Sounds like an absolutely awful situation for you, she sounds like a nasty manipulative bitch through and through. Hang in there, ignore folk who say that allegations of abuse are rarely fabricated as anyone who has been in your situation knows damn fine that's not true. Will post more later flowers

bonjourbear Tue 04-Jul-17 16:06:15

Women don’t get more money in divorce settlements because they’ve been abused, or cheated on. The courts will look at whether they’ve got children, whether the woman has given up her career to raise those children, how long the couple has been together etc, etc. Also, OP has said he isn’t divorcing. He’s not married. So where’s the financial incentive?
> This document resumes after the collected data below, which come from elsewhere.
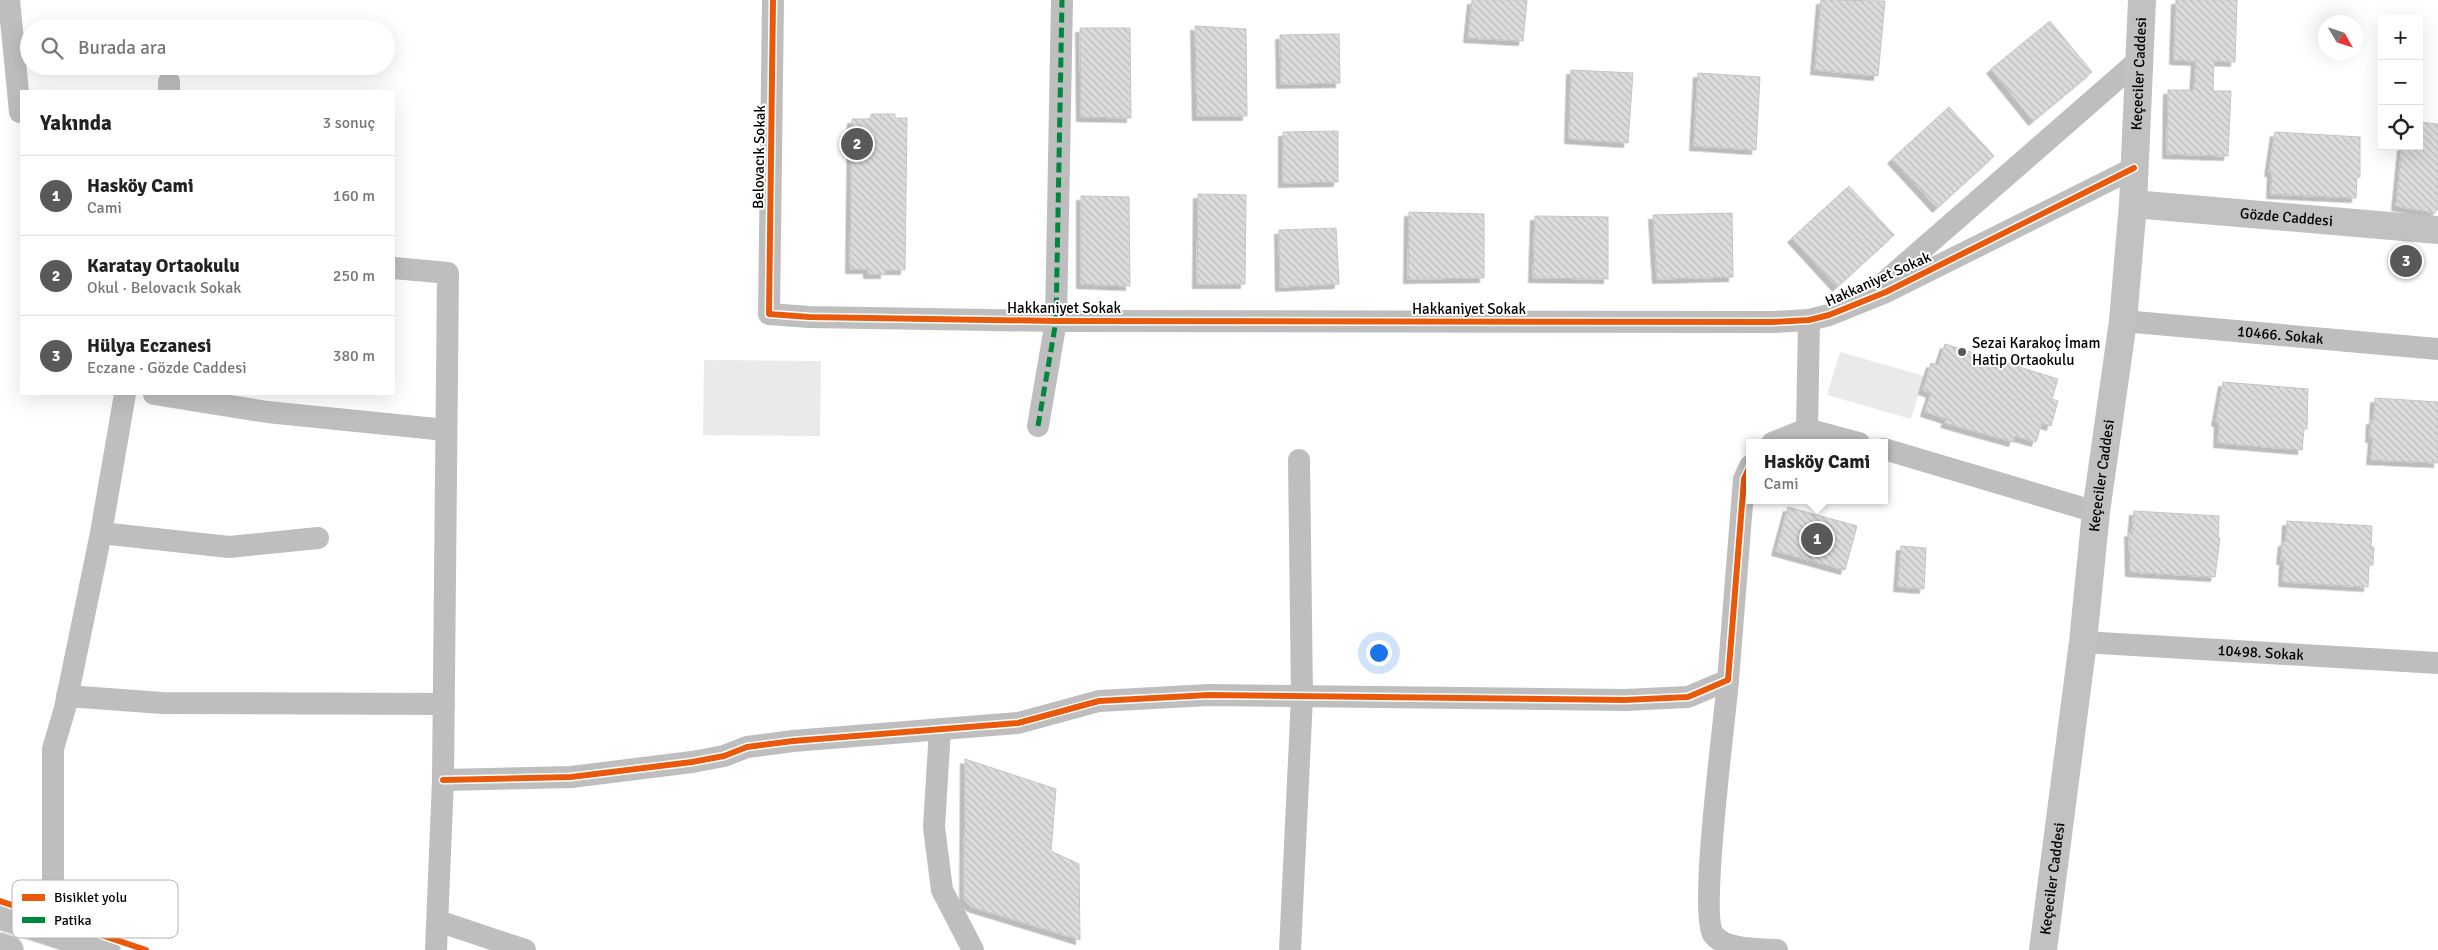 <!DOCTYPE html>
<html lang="tr">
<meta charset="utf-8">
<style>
:root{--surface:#fff;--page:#f2f2f2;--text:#222;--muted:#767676;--line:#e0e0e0;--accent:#595959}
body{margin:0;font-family:Signika,sans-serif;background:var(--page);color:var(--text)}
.controls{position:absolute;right:15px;top:15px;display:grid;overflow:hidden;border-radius:0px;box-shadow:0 5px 20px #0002}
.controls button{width:45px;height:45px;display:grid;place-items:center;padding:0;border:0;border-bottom:1px solid var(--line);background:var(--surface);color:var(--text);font:25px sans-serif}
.compass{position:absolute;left:2318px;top:15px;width:45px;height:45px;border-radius:50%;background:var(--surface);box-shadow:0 5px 20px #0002;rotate:129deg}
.you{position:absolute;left:1378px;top:652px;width:18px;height:18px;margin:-12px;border:4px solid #fff;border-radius:50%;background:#1a73e8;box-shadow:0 0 0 8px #1a73e833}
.badge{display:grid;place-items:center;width:32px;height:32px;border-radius:50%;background:var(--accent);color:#fff;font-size:16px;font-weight:700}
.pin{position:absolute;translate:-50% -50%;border:2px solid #fff;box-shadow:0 1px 5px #0006}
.popup{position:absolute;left:1746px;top:439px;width:142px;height:65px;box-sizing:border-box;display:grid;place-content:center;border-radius:0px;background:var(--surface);filter:drop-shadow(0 1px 4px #0005);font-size:16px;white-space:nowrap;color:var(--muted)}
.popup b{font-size:19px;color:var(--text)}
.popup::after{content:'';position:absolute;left:50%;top:100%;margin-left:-10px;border:10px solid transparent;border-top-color:var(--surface)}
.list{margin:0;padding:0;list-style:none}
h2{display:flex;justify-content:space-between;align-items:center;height:65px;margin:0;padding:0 20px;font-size:21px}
h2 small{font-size:16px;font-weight:400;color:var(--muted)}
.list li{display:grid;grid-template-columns:32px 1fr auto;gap:15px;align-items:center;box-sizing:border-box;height:80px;padding:0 20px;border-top:1px solid var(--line)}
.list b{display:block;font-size:19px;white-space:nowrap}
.list p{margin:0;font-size:16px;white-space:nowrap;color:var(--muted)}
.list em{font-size:16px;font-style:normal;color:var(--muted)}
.icon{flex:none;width:28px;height:28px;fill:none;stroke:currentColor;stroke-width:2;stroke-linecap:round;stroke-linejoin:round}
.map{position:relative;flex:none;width:2438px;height:950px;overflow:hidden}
.search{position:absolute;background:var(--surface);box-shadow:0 5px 20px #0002;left:20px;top:20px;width:375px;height:55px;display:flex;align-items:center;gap:12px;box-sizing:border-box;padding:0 18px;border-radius:28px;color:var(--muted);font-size:19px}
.panel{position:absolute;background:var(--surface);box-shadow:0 5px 20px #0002;left:20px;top:90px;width:375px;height:305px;border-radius:0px}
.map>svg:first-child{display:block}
.green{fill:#eaeaea}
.building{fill:url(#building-back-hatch);stroke:#c5c5c5;filter:url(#shadow)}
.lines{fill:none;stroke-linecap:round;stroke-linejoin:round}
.highway-casing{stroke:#dbdbdb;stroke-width:30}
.street{stroke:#bebebe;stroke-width:22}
.secondary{stroke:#c1c1c1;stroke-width:28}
.highway{stroke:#bdbdbd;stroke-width:28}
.quiet{stroke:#00873e;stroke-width:5;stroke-dasharray:10 5;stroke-linecap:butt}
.cycleway-casing{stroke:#fff;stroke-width:9}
.cycleway{stroke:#e8590c;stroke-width:6}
.poi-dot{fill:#595959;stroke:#fff;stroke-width:2}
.labels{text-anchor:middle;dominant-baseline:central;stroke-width:4;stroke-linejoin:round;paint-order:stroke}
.street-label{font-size:15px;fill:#000;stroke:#fff}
.poi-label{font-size:15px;fill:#000;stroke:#fff;text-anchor:start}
.key{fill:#fff;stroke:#b2b2b2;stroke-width:1}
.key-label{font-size:14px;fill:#000}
</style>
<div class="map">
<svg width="2438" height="950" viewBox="0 0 2438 950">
<defs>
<pattern id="building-back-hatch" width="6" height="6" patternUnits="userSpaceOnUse" patternTransform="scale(1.25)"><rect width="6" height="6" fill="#dcdcdc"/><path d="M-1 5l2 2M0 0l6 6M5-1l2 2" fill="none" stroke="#bbb"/></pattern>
<filter id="shadow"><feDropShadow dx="-4.5" dy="4.5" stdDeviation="0" flood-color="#0004"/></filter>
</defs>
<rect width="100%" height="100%" fill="#fff"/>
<!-- green -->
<path class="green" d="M 1840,352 L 1924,376 L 1911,419 L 1827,395 Z
M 704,360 L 821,361 L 820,436 L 703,435 Z"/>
<!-- building -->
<path class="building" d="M 1472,0 L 1527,0 L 1523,41 L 1468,38 Z
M 1821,0 L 1885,1 L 1878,76 L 1815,70 Z
M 2176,0 L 2237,0 L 2235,62 L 2214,61 L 2213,91 L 2231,91 L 2228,156 L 2167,154 L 2168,90 L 2194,90 L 2196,61 L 2174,60 Z
M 2050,21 L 2092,72 L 2033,121 L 1991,69 Z
M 1195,26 L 1246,29 L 1247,116 L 1197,116 Z
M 1080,28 L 1130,28 L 1131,118 L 1081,117 Z
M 1339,34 L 1340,83 L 1281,84 L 1280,35 Z
M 1571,70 L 1633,73 L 1628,143 L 1569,139 Z
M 1698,73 L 1760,77 L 1756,150 L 1694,146 Z
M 1949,107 L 1994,156 L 1937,208 L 1892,159 Z
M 871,114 L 895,114 L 895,118 L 907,118 L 905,270 L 885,270 L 885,274 L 868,274 L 868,269 L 850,269 L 852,119 L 871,119 Z
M 2419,122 L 2438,124 L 2438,210 L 2436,210 L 2435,213 L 2396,206 L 2402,146 L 2419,146 Z
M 1338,131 L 1338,182 L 1283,183 L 1283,132 Z
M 2275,132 L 2360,137 L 2360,177 L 2357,177 L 2356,198 L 2271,194 L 2272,172 L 2269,172 Z
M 1849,186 L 1894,235 L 1837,287 L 1792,238 Z
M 1198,194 L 1246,195 L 1245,284 L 1197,284 Z
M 1081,196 L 1129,197 L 1130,286 L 1081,284 Z
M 1409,212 L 1484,214 L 1484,278 L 1408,279 Z
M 1732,213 L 1733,277 L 1657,279 L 1653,215 Z
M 1535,216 L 1608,217 L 1608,279 L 1533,278 Z
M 1336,228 L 1339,284 L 1280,287 L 1279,230 Z
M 1945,344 L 2058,379 L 2052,399 L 2058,401 L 2051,426 L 2042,423 L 2036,442 L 2015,436 L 2013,442 L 1945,423 L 1947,419 L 1925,412 L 1931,393 L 1923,390 L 1931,363 L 1938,365 Z
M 2223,382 L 2308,389 L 2307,429 L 2304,429 L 2302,450 L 2218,443 L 2219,422 L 2216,422 Z
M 2375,398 L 2438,402 L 2438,463 L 2371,460 L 2373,438 L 2370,438 L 2371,420 L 2374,420 Z
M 1788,507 L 1857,526 L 1845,570 L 1776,551 Z
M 2134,511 L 2219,516 L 2218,538 L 2220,538 L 2215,577 L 2130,572 L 2129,532 L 2132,533 Z
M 2287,521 L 2372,526 L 2371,547 L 2374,547 L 2373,565 L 2369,565 L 2368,587 L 2283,582 L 2284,560 L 2281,560 L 2283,542 L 2286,542 Z
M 1901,546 L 1926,548 L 1924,589 L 1898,587 Z
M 965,759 L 1056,789 L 1051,851 L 1079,864 L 1080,940 L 972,907 L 964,900 Z"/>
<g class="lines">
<defs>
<path id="highway" d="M 0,915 L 106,950
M 0,947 L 9,950"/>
</defs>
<!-- highway casing -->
<use href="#highway" class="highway-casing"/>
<!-- street -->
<g class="street">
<path d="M 9,0 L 20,112"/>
<path d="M 773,0 L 769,314 L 809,317 L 1056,321 L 1773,322 L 1809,320 L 1829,315 L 1886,292 L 2134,168"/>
<path d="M 169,91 L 169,82"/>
<path d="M 394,268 L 448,273 L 443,780 L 436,950"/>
<path d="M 1880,286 L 2139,60"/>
<path d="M 1809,320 L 1807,429 L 1859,443"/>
<path id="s1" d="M 2123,321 L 2438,349"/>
<path d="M 154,394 L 267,412 L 446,430"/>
<path d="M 1038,426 L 1056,321 L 1062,0"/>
<path d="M 1772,443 L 1807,429"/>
<path d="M 1884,449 L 2096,512"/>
<path d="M 101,533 L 229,547 L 318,538"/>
<path id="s2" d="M 2083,642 L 2438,663"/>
<path d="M 1728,680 C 1725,720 1699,910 1713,934 C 1724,950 1757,949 1777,950"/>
<path d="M 67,696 L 162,703 L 444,704"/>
<path d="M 940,729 L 934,827 L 942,890 L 973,950"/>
<path d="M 443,780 L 571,777 L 692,762 L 724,756 L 747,747 L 793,741 L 1018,723 L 1099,701 L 1209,695 L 1625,700 L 1688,697 L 1728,680 L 1744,479 L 1750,466"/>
<path d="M 438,921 L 525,950"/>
<path d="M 53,932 L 53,749 L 65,708 L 101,533 L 125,394"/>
<path d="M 1290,950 L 1302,697 L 1299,460"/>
</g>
<!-- secondary -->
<g class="secondary">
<path id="s3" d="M 2133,204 L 2438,230"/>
<path id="s4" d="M 2043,950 L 2083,642 L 2096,512 L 2123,321 L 2133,204 L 2142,0"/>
</g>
<!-- highway -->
<use href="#highway" class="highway"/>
<!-- quiet -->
<path class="quiet" d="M 1038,426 L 1056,321 L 1062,0"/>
<defs>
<path id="cycleway" d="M 773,0 L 769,314 L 809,317 L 1056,321 L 1773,322 L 1809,320 L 1829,315 L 1886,292 L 2134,168
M 443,780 L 571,777 L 692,762 L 724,756 L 747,747 L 793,741 L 1018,723 L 1099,701 L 1209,695 L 1625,700 L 1688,697 L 1728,680 L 1744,479 L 1750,466
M 0,901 L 146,950"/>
</defs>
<!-- cycleway casing -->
<use href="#cycleway" class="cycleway-casing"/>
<!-- cycleway -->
<use href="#cycleway" class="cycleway"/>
</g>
<!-- markers -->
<circle class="poi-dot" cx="1962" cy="352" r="5"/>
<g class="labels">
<!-- street labels -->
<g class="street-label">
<text stroke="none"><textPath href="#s4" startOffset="882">Keçeciler Caddesi</textPath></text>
<text transform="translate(759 157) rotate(-89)">Belovacık Sokak</text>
<text stroke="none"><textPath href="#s3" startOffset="154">Gözde Caddesi</textPath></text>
<text transform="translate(1878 279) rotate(-24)">Hakkaniyet Sokak</text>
<text x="1064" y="308">Hakkaniyet Sokak</text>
<text x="1469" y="309">Hakkaniyet Sokak</text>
<text stroke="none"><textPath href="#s1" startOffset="158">10466. Sokak</textPath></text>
<text stroke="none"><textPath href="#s4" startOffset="478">Keçeciler Caddesi</textPath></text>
<text stroke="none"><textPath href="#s2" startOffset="178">10498. Sokak</textPath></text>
<text stroke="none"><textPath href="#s4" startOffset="72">Keçeciler Caddesi</textPath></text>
</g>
<!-- poi labels -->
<g class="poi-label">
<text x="1972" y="343">Sezai Karakoç İmam<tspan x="1972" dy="17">Hatip Ortaokulu</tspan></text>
</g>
</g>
<!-- legend -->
<rect x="12" y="880" width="166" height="58" rx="8" class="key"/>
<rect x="22" y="894" width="23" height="7" fill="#e8590c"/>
<rect x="22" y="917" width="23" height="6" fill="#00873e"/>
<g class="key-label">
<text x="54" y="902">Bisiklet yolu</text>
<text x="54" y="925">Patika</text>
</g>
</svg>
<div class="controls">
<button>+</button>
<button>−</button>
<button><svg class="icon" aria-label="locate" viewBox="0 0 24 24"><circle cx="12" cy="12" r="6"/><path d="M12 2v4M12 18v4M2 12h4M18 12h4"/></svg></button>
</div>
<svg class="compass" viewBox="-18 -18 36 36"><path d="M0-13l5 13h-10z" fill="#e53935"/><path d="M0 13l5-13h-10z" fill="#767676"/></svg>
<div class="you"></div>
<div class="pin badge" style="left:1817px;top:539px">1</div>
<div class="popup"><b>Hasköy Cami</b>Cami</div>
<div class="pin badge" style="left:857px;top:144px">2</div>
<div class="pin badge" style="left:2406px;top:261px">3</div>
<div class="search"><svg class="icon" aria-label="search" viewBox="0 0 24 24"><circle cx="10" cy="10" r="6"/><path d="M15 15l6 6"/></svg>Burada ara</div>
<section class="panel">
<h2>Yakında<small>3 sonuç</small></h2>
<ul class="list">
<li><span class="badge">1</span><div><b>Hasköy Cami</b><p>Cami</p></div><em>160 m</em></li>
<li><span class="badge">2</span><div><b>Karatay Ortaokulu</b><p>Okul · Belovacık Sokak</p></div><em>250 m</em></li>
<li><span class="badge">3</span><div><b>Hülya Eczanesi</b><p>Eczane · Gözde Caddesi</p></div><em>380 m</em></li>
</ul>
</section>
</div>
And I didn’t say the woman absolutely, definitely hasn’t made it up. I just think accusations of emotional abuse deserve a long look. It’s not as clear cut as physical abuse – a slap is a slap, after all – and I do think it’s feasible you could behave in an emotionally abusive way and not be aware of it. See PP’s mother, above.

Of course it’s a rotten thing to accuse someone of, if they haven’t done it. But it’s also quite a difficult call to make, based on this one post, which is light on the details of their actual relationship and her grievances.

wherearemymarbles Tue 04-Jul-17 16:11:17

Bonjour, you clearly weren't around mid 80's early 90's when it was de rigueur. got the man out of house and zero contact with his kids until it went to court.

Some women do unfortunately view thier kids as soley theirs and i think you need to accept she will always make contact difficult. You just have to pick your battles and get decent lawyers who will cut through the crap.

LesisMiserable Tue 04-Jul-17 17:34:13

This is about financial abuse amongst other forms.- physical abuse was never mentioned.

Worrynot1 Thu 06-Jul-17 08:19:03

Best form of defence is attack, if you are joint tenants move back in and refuse to move out. You have parental responsibility for you children so access should not be a problem pick them up from school. My experience with a situation like this is to not have any emotion and look after the kids first and you second. Incidentally don't raise your voice and don't even look at her in a cross way the law is totally stacked against you. I lost most of the house and my equity tied in until youngest is 18, there was a point where I could have stopped paying the mortgage and in fairness I would have been left in a better position but I wanted the kids to have a roof over their head. Also identify where all the money and debt is start cancelling joint credit cards and bank accounts if still open.